Sandy and Cornish Seal Sanctuary
Assessed by vet Paul Riley, it was decided to give Sandy a chance of recovery. With the considerable care of the animal care team led by Jenny Lewis, Sandy survived her first night at Gweek and appeared to be making some progress. She was found dead on her second morning there (26-27/02/15). She had died within 48 hours of rescue.

Sandy and the Environment and Sustainability Institute
James Barnett post mortemed Sandy on 27/02/15 at Exeter University, Penryn Campus assisted by Kelly Astley, Dan Jarvis and Sue Sayer. By this time, Sandy had

• A moderate body condition

• A 100% linear encircling scar around her neck that was thickened skin under her neck, and a constriction from shoulder to shoulder about 1cm deep at the sides and 3cm deep at the back of her neck. The scar tissue at the back of her neck extended a further 2cm into her healed blubber.

• Probably previously been entangled in monofilament fishing gear.

• Extensive emphysema over her right thoracic wall, around her heart and around and inside her lungs.

• An apparently enlarged and thin right side to her heart.

• Congested lungs, lymph nodes and adrenal glands.

• At least three types of parasites – 2 types of worm and nasal mites.

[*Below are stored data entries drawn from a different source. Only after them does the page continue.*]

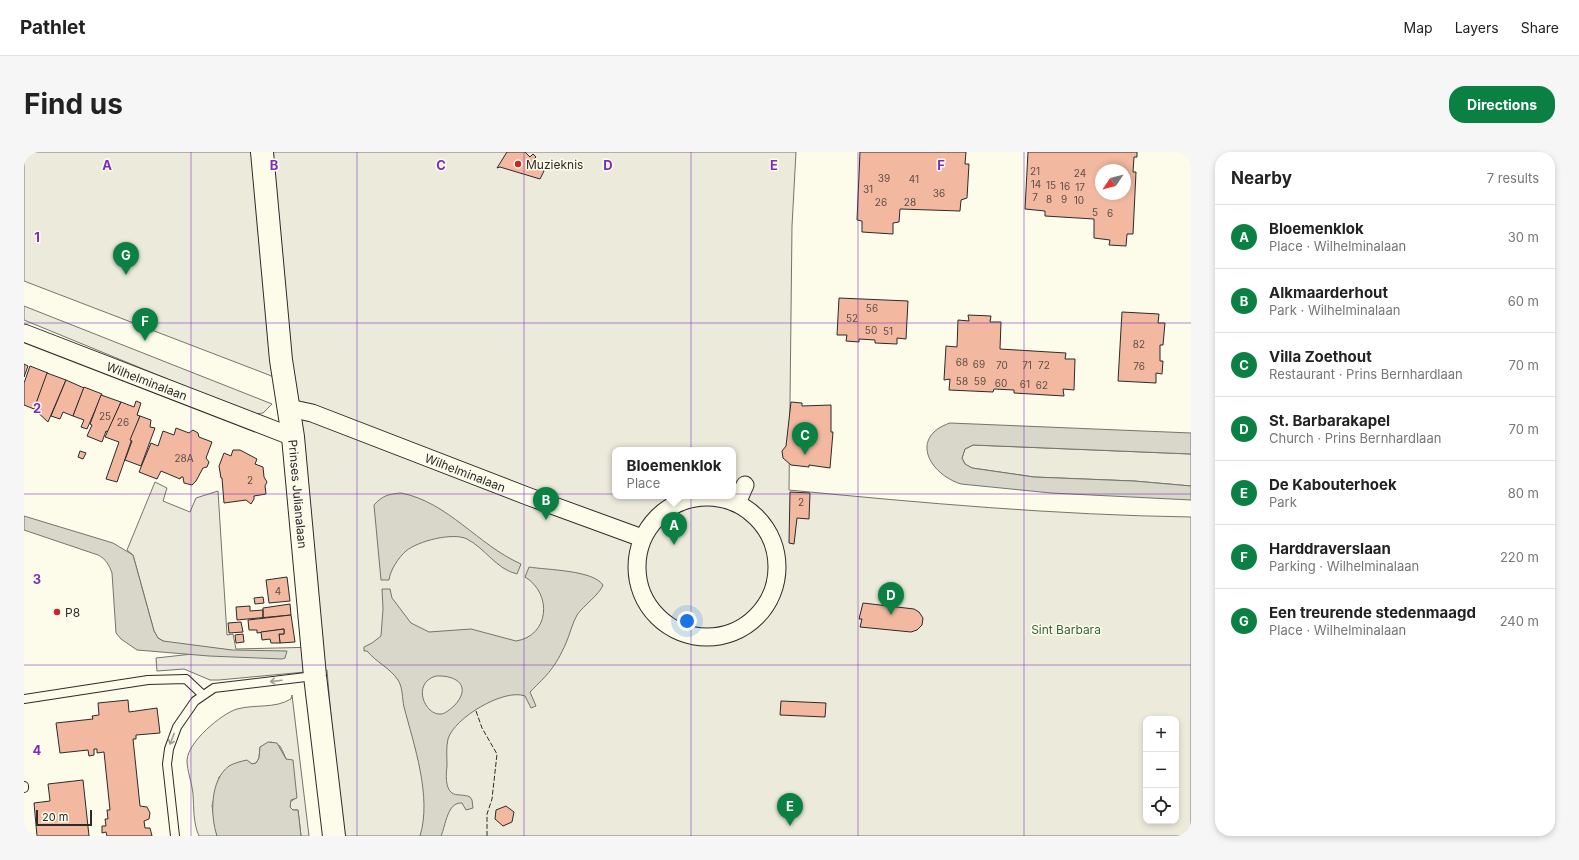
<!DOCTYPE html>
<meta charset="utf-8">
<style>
body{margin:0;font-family:Inter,sans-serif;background:#f6f6f6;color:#222}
.controls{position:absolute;right:12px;bottom:12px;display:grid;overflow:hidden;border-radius:8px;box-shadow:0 2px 6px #0003}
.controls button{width:36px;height:36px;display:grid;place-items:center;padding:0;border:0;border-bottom:1px solid #e0e0e0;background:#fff;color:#222;font:20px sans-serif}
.compass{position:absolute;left:1071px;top:12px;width:36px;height:36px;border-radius:50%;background:#fff;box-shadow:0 2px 6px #0003;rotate:235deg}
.scale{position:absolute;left:12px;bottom:10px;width:56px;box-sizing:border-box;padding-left:4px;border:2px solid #2b2b2b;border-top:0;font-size:11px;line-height:14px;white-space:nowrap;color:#2b2b2b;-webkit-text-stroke:3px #fdfbea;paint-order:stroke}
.you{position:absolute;left:663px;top:469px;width:14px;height:14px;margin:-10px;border:3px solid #fff;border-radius:50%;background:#1a73e8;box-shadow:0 0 0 6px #1a73e833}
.badge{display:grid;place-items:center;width:26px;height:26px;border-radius:50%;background:#0b8043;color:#fff;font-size:13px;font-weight:700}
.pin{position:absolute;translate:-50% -33px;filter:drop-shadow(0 1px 2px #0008)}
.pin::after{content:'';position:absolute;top:21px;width:14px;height:12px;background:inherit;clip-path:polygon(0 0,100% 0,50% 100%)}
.popup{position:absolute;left:588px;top:295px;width:124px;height:52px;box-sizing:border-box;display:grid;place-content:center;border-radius:8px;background:#fff;filter:drop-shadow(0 1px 3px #0005);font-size:13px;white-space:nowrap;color:#767676}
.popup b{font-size:15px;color:#222}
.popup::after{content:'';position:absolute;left:50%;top:100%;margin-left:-8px;border:8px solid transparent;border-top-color:#fff}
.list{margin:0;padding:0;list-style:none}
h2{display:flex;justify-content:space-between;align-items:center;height:52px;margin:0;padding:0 16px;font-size:17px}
h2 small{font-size:13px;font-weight:400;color:#767676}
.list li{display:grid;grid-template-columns:26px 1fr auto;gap:12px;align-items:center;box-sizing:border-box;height:64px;padding:0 16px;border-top:1px solid #e0e0e0}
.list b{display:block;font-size:15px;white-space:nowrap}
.list p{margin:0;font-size:13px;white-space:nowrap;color:#767676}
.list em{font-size:13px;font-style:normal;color:#767676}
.icon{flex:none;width:22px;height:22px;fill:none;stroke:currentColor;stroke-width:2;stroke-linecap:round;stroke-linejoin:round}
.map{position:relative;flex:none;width:1167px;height:684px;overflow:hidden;border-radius:16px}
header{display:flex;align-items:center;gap:24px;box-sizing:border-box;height:56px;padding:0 20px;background:#fff;border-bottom:1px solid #e0e0e0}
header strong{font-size:19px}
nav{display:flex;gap:22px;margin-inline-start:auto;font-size:14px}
.intro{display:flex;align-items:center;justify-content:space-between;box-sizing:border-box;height:96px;padding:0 24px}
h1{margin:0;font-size:28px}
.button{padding:10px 18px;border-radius:16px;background:#0b8043;color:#fff;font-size:14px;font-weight:700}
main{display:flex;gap:24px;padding:0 24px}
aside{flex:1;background:#fff;border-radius:16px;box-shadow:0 2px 6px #0003}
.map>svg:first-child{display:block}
</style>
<header>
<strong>Pathlet</strong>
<nav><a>Map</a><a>Layers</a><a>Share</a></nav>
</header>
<div class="intro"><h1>Find us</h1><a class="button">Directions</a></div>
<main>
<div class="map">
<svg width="1167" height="684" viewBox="0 0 1167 684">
<rect width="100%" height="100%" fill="#fdfbea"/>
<g fill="#ecebdb" stroke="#74746e" fill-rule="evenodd">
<path d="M0 0H772L768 74 765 338C898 351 1033 363 1167 365V684H317L303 518 195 528H186L160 517 133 519 132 506 205 498 143 491 134 486 130 479 109 403 103 398 131 330 143 336 139 349 166 360 172 346 194 339 203 483 209 482 212 497 295 495 269 234 245 223 0 129ZM591 298H709V344H591ZM1122 567H1152V669H1122Z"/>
<path d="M0 154 248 252 239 261 230 262 219 258 0 168Z"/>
<path d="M949 293 1167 302V334L1110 329 1010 325 948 316 941 312 938 306 941 297Z"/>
<path d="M268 543 285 684H277L274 658H269L266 655V650L272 646C268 627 265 610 256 594L247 590 236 595 235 606 232 611 228 612 225 610 195 625 188 654 193 684H175C169 671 170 656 169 642 168 631 163 619 163 608 164 590 197 562 213 557 232 552 250 557 267 547Z"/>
</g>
<g fill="#d8d7c9" stroke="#74746e" fill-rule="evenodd">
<path d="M926 271 1167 281V302L949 293 941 297 938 306 941 312 948 316 1010 325 1110 329 1167 334V348L1027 341 937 332C905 322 885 285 926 271Z"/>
<path d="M377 341C424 350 454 393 497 412L493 422C472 417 462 397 443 387 429 380 394 389 382 399 375 405 366 418 365 428H357L350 353C358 344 364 342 377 341Z"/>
<path d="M0 364 89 391 109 403 130 479 134 486 139 489 208 498 263 499 261 506 258 507 185 504 113 498 97 487 92 481 88 421C85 413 82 407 74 403L0 378Z"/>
<path d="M505 415C523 418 569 418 579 433 576 442 559 454 553 463 548 472 546 482 542 491 531 516 524 522 506 540L512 554 507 556 501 544C480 536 430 566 424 587 422 595 423 605 423 614 422 622 421 636 428 641 432 644 440 642 446 645L448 648 449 656 442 658 438 651C423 650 422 673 417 684H396C408 645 390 593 380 555 378 546 379 536 374 528 366 516 352 510 343 499H340V495L348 491 357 484 359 457 358 437H366L368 446 387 471 405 480 447 477 492 489C525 484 529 442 501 425ZM412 524C434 523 448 535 430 554 426 557 421 562 417 562 401 564 387 531 412 524Z"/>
<path d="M244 590 253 591 262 607 269 608 273 646 267 648 266 655 269 658H274L277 684H193C186 663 186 628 205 614 210 611 218 609 223 608L228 612 232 611 235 606 236 595Z"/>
</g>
<g fill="#f2b8a0" stroke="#2b2b2b" fill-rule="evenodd">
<path d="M483 0H501L506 5 509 2 512 5 509 8 520 19 516 27 476 15 473 16Z"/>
<path d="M836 0H942L941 12H945L943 46 937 48 936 59 876 57 875 70 869 71V82L838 80V69L833 68Z"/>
<path d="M1004 0H1113V5H1110L1109 20H1112L1109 82H1103L1102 94 1085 93 1086 88 1070 86V67L1021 64V59L1001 57ZM1077 18H1101V42H1077Z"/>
<path d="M815 146 884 149 882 187 873 186V192L851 191V188L835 187V190L822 189 823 183H813Z"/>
<path d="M1098 160 1135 162 1134 171H1141L1139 193H1136V209H1139L1138 222 1132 221V231L1094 229Z"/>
<path d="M944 163 967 164 966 170H977L976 197 1042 201 1041 207H1051L1050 238 1039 237 1040 244 990 241V238L970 237 969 240 925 238 926 227 920 228 922 194 933 195 934 168 945 169Z"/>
<path d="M0 212 4 214 0 225Z"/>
<path d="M6 214 24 221 10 257 0 253V231Z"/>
<path d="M23 221 42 228 24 270 10 257Z"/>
<path d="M42 228 60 236 49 264 39 260 36 267 27 264Z"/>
<path d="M60 235 78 242 63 277 57 275 60 268 49 264Z"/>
<path d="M77 243 97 250 84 280 82 279 78 290 63 284 68 273 66 272Z"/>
<path d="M112 249 117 251 113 263 116 264 93 330 82 327 95 290 81 285 97 250 110 255Z"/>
<path d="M767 250 778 251V254L807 253V280H809L806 316 785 313V315L767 313 759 306 758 299 762 294Z"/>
<path d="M116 264 127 268 126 275 131 276 117 314 101 308 108 289 106 288Z"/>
<path d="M152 276 165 281 169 278 174 281 175 285 188 290 182 306 185 310 183 315 179 316 172 329 168 333 160 331 159 325H157L156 327 137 319 133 327 115 320 127 291 134 294 139 279 150 283Z"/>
<path d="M209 298H216L233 307 231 312 239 315 240 325 243 330 241 334 242 342 230 344V347L227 352 222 348 200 351 198 326H197L195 314 200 301 207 304Z"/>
<path d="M56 299 62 301 59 307 54 305Z"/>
<path d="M766 340 786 341 785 367 773 366 770 392 765 391Z"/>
<path d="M263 425 266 449 245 451 242 428Z"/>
<path d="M239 445 240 451 231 452 230 446Z"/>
<path d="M839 451 890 457 895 460 899 466 898 473 893 478 887 480 836 475 838 467H835Z"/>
<path d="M266 452 267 463 213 468 212 455 226 454V459L239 458V465V456Z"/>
<path d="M267 463 271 490 256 491 255 482H260V477L233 481V478H225L224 468Z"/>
<path d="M217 470 219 480 205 481 204 471Z"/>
<path d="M260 477V482H255L256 491H247L246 487 238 488 237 480Z"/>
<path d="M219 482 220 490 212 491 211 483Z"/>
<path d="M104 548 105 560 133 556 136 581 112 583V587H109L116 654 123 655 126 661 125 667 120 669 121 676H126L128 684H83L82 680 78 681V674H82L81 667H84L83 658H86L80 600 73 601V597H70V603L65 604 64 598 36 601 32 571 69 567 68 564 75 563 74 551Z"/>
<path d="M757 549 802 551 801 565 756 563Z"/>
<path d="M59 628 65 684H13L10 651 26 649 24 632Z"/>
<path d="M482 654 490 660 488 670 479 674 471 667 472 658Z"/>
</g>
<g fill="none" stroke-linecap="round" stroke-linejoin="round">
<g stroke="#2b2b2b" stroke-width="10">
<g id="lane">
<path d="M0 547 124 528 162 527 179 543"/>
<path d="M0 634V636"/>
<path d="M151 684 143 612 145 597 153 575 171 549 190 536 290 524"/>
</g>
</g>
<g stroke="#2b2b2b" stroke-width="19">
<g id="street">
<path id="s1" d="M0 181 269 285"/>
<path id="s2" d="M265 256 288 261 503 344 618 386"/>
<circle cx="683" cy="415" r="70"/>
<path d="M713 351 721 333"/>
</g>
</g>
<g stroke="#2b2b2b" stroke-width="24">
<g id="secondary">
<path id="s3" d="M238 0 257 208 269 285 291 524 310 684"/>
</g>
</g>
<use href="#lane" stroke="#fdfbea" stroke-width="8"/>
<use href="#street" stroke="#fdfbea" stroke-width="17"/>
<use href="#secondary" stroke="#fdfbea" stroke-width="22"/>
<path stroke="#2b2b2b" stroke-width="1" stroke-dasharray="5 2" stroke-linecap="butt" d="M452 559 458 576 473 602 468 647 463 662V684"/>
</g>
<defs><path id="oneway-shaft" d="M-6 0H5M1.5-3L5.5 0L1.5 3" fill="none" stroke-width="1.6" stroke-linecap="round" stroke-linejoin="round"/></defs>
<g stroke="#9e9d94">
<use href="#oneway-shaft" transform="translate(252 529) rotate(173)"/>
<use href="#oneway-shaft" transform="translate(148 587) rotate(111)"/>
</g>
<path fill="none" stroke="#7b2cbf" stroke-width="1" stroke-opacity="0.55" d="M167 0V684M333 0V684M500 0V684M667 0V684M834 0V684M1000 0V684M0 171H1167M0 342H1167M0 513H1167"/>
<g fill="#c62828" stroke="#fdfbea" stroke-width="1.5">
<circle cx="494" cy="12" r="4"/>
<circle cx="33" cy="460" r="4"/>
</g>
<g text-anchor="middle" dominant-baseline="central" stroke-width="3" stroke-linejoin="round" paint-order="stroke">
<g font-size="10" fill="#5d4e48">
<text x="1011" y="19">21</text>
<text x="1056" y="21">24</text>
<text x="860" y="26">39</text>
<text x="890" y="27">41</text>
<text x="1012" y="32">14</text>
<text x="1027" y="33">15</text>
<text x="1041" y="34">16</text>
<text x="1056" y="35">17</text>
<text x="844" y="37">31</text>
<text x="915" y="41">36</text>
<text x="1011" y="45">7</text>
<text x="1025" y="47">8</text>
<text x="1040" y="47">9</text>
<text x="1055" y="48">10</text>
<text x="857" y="50">26</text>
<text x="886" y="50">28</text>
<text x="1071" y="60">5</text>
<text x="1086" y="61">6</text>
<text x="848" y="156">56</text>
<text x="828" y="166">52</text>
<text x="847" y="178">50</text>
<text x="864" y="179">51</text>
<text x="1115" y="192">82</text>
<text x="938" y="210">68</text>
<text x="955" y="212">69</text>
<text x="978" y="213">70</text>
<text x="1003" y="213">71</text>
<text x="1020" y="213">72</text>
<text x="1115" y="214">76</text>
<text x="938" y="229">58</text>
<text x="956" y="229">59</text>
<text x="977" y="231">60</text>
<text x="1001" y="232">61</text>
<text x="1018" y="233">62</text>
<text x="81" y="264">25</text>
<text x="99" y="270">26</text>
<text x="160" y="306">28A</text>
<text x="226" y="328">2</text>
<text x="777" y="350">2</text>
<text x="254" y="439">4</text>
</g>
<g font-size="12" fill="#2b2b2b" stroke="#fdfbea" text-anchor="start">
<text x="502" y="12">Muzieknis</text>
<text x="41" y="460">P8</text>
</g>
<g font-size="12" fill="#2b2b2b" stroke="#fdfbea">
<text stroke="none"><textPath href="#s1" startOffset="132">Wilhelminalaan</textPath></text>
<text stroke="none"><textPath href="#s2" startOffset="188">Wilhelminalaan</textPath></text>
<text stroke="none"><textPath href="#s3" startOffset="344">Prinses Julianalaan</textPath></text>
</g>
<g font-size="12" fill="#34623c" stroke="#fdfbea">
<text x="1042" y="477">Sint Barbara</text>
</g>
</g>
<g font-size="13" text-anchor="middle" font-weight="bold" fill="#7b2cbf" stroke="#fdfbea" stroke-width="3" stroke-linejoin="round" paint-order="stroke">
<text x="83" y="18">A</text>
<text x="250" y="18">B</text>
<text x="417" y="18">C</text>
<text x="584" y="18">D</text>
<text x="750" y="18">E</text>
<text x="917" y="18">F</text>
<text x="13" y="90">1</text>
<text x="13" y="261">2</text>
<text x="13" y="432">3</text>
<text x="13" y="603">4</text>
</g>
</svg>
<div class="controls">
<button>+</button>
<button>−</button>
<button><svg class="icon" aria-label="locate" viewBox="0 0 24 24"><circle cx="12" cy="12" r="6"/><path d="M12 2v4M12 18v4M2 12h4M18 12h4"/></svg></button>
</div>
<svg class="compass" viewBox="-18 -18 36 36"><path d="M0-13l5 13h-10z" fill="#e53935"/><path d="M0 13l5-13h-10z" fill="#767676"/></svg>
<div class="scale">20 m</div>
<div class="you"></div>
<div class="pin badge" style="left:650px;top:393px">A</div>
<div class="popup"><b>Bloemenklok</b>Place</div>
<div class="pin badge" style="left:522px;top:368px">B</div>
<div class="pin badge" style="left:781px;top:303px">C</div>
<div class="pin badge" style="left:867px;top:463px">D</div>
<div class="pin badge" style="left:766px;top:674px">E</div>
<div class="pin badge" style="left:121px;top:189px">F</div>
<div class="pin badge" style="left:102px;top:123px">G</div>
</div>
<aside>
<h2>Nearby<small>7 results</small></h2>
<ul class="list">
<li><span class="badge">A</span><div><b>Bloemenklok</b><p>Place · Wilhelminalaan</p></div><em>30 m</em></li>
<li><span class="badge">B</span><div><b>Alkmaarderhout</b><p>Park · Wilhelminalaan</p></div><em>60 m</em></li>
<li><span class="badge">C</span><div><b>Villa Zoethout</b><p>Restaurant · Prins Bernhardlaan</p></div><em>70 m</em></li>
<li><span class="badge">D</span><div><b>St. Barbarakapel</b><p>Church · Prins Bernhardlaan</p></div><em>70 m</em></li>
<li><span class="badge">E</span><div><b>De Kabouterhoek</b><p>Park</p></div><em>80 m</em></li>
<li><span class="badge">F</span><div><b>Harddraverslaan</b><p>Parking · Wilhelminalaan</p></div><em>220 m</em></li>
<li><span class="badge">G</span><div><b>Een treurende stedenmaagd</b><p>Place · Wilhelminalaan</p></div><em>240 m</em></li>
</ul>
</aside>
</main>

The precise cause of the gross changes seen on post mortem is being investigated further though histopathology and bacteriology.

Sandy is one of over 250 entangled grey seals suffering as a result of entanglement in lost fishing gear in Cornwall. She was one of the many unlucky ones for whom entanglement contributed to a premature death.

Many thanks to all who responded and did their best for Sandy.